Прагматичные просветители, ради пользы дела вступавшие порой в союз с патерналистически-абсолютистским государством, так и не сумели перестроить повседневную жизнь на рационалистических началах, полностью искоренить предрассудки и многочисленные магические элементы народных обычаев. В конце века диковинное вновь самоуверенно выступало в качестве чудесного. Как и в незапамятные времена, целители-чудотворцы ходили по улицам. В Пруссии в свое время их определяли в работные дома, откуда они теперь вышли на волю. И вот снова в деревнях и городах люди сбегаются, чтобы послушать пророков, предвещающих конец света или второе пришествие Мессии. В Тюрингии объявляются сразу двое проходимцев, выдающих себя за вновь во плоти восставшего Христа. В Кёнигсберге в помещении театра бродячие лекари поражают публику искусством возложения рук, а на Рыбном рынке начинается паника, когда какие-то люди рассказали, что у Куршского залива видели лошадь о пяти ногах, несомненно, предвещающую беду; к тому же в море будто бы утопились лоси, что тоже служит недобрым знаком. Становится очевидным: просветительская вера в ясность и предсказуемость мира укоренилась не так глубоко. Прагматичное Просвещение начертало на своих знаменах принципы предвидения и планирования, однако 80-е годы принесли большие экономические кризисы, а местами и массовый голод. А затем — сумятица Французской революции, не поддающаяся никакому разумному регулированию и демонстрирующая скорее темные стороны человеческой натуры, нежели ясный разум человека. Все это до основания подорвало веру в жизненную силу просвещенной мысли. Не оставалось сомнений в том, что разум, проявивший себя в нововведениях вроде стойлового содержания скота и севооборота зерновых, имеет свои пределы, а новое вовсе не обязательно должно быть лучшим.
Когда омрачается светлое будущее, более внятными становятся глухие голоса прошлого. Люди вновь находят удовольствие в загадочном, темном, приходящем издалека. Вновь чарует туманная меланхолия народных песен: «Упало колечко в весеннюю ночь…» В целях защиты от катастрофических пожаров (Кёнигсберг дважды пострадал от них в течение десяти лет) городское правительство публикует весьма разумные противопожарные предписания, но, несмотря на это, люди по-прежнему прибегают к традиционным магическим заговорам.

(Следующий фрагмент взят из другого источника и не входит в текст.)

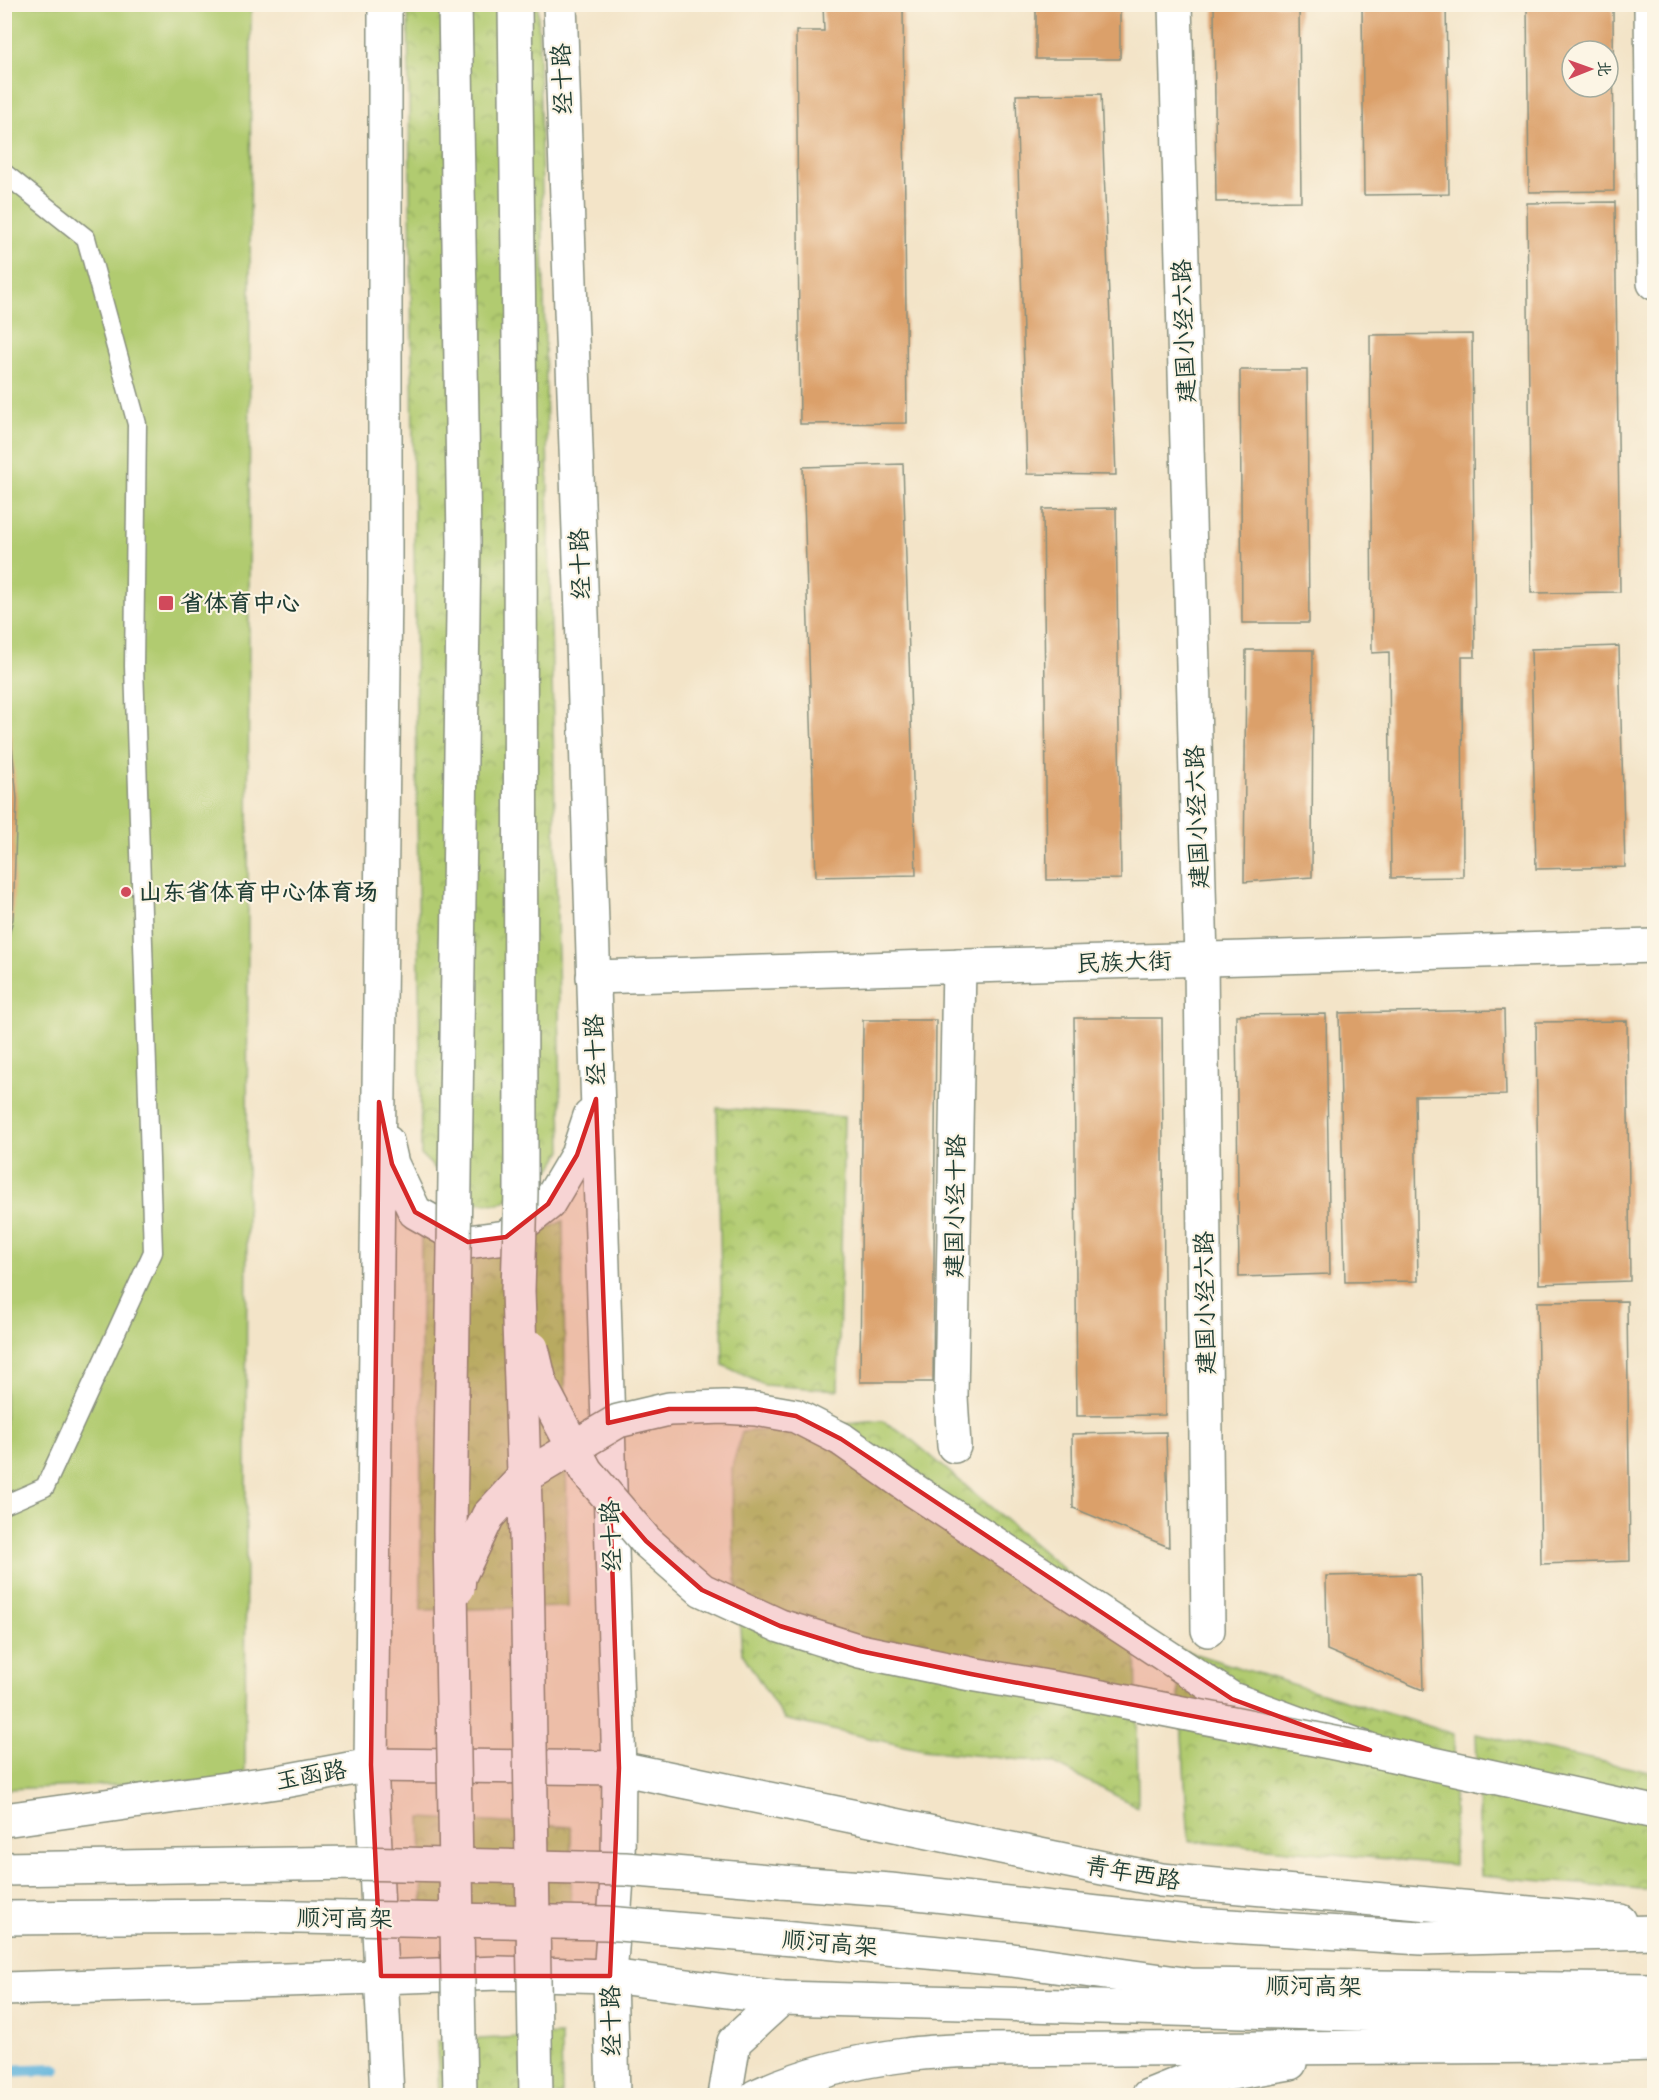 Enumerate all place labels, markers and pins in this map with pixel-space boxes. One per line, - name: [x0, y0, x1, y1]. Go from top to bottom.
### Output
- place label: 省体育中心: [180, 588, 300, 618]
- marker: 省体育中心: [157, 594, 175, 612]
- place label: 山东省体育中心体育场: [138, 877, 378, 907]
- marker: 山东省体育中心体育场: [119, 885, 133, 899]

Тяга к таинственному и чудесному, овладевшая литературной культурой в конце XVIII века, является симптомом, ментальных подвижек, вызванных вытеснением духа рационализма. Многие разуверились в поступательном развитии просветительского прогресса или даже отчаялись, мечтая о таких исключительных обстоятельствах, которые бы позволили им, перескакивая через отдельные ступени, достичь индивидуального счастья еще до того, как торжествующий разум обеспечит счастье всему человечеству. Как знать, не свершится ли однажды такое чудо…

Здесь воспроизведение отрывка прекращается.